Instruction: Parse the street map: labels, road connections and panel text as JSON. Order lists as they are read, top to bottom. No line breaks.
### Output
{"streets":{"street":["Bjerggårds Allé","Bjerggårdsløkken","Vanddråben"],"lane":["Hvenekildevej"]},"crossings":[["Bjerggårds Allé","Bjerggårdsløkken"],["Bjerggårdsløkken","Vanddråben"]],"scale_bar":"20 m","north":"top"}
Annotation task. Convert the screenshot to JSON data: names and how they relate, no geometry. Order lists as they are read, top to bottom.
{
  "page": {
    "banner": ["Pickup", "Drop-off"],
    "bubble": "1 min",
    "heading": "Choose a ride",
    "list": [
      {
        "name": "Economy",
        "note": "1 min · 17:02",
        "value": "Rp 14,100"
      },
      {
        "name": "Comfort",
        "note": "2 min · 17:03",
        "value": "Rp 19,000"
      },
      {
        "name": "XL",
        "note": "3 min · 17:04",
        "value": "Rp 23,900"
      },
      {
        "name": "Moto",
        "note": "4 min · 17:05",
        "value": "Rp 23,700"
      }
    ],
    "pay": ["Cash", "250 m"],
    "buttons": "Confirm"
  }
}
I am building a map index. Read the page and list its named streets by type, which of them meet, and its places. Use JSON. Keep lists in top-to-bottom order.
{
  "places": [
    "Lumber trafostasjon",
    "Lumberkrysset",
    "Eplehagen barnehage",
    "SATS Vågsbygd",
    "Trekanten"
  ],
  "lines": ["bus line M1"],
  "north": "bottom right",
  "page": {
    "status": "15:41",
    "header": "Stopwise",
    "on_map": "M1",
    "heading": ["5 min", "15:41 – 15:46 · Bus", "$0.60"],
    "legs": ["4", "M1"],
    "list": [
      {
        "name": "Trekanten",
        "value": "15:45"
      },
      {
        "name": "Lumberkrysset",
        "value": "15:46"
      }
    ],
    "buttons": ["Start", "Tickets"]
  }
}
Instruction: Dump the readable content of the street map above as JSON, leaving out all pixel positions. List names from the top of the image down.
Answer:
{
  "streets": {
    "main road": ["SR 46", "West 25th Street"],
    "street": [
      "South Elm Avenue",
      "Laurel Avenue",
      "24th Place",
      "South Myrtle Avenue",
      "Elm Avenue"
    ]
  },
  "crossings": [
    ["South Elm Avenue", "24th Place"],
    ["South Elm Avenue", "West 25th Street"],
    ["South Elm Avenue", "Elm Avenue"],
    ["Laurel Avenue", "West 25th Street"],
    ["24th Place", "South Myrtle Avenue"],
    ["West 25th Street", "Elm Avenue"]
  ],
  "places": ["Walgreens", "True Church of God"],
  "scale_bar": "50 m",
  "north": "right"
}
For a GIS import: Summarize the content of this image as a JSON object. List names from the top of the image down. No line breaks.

******

HOW TO COMPLETE THIS TASK:
Wherever the string "image" appears in the entries above, return the line it appears on.

WRITTEN RESPONSE:
Instruction: Dump the readable content of the street map above as JSON, leaving out all pixel positions. List names from the top of the image down.
For a GIS import: Summarize the content of this image as a JSON object. List names from the top of the image down. No line breaks.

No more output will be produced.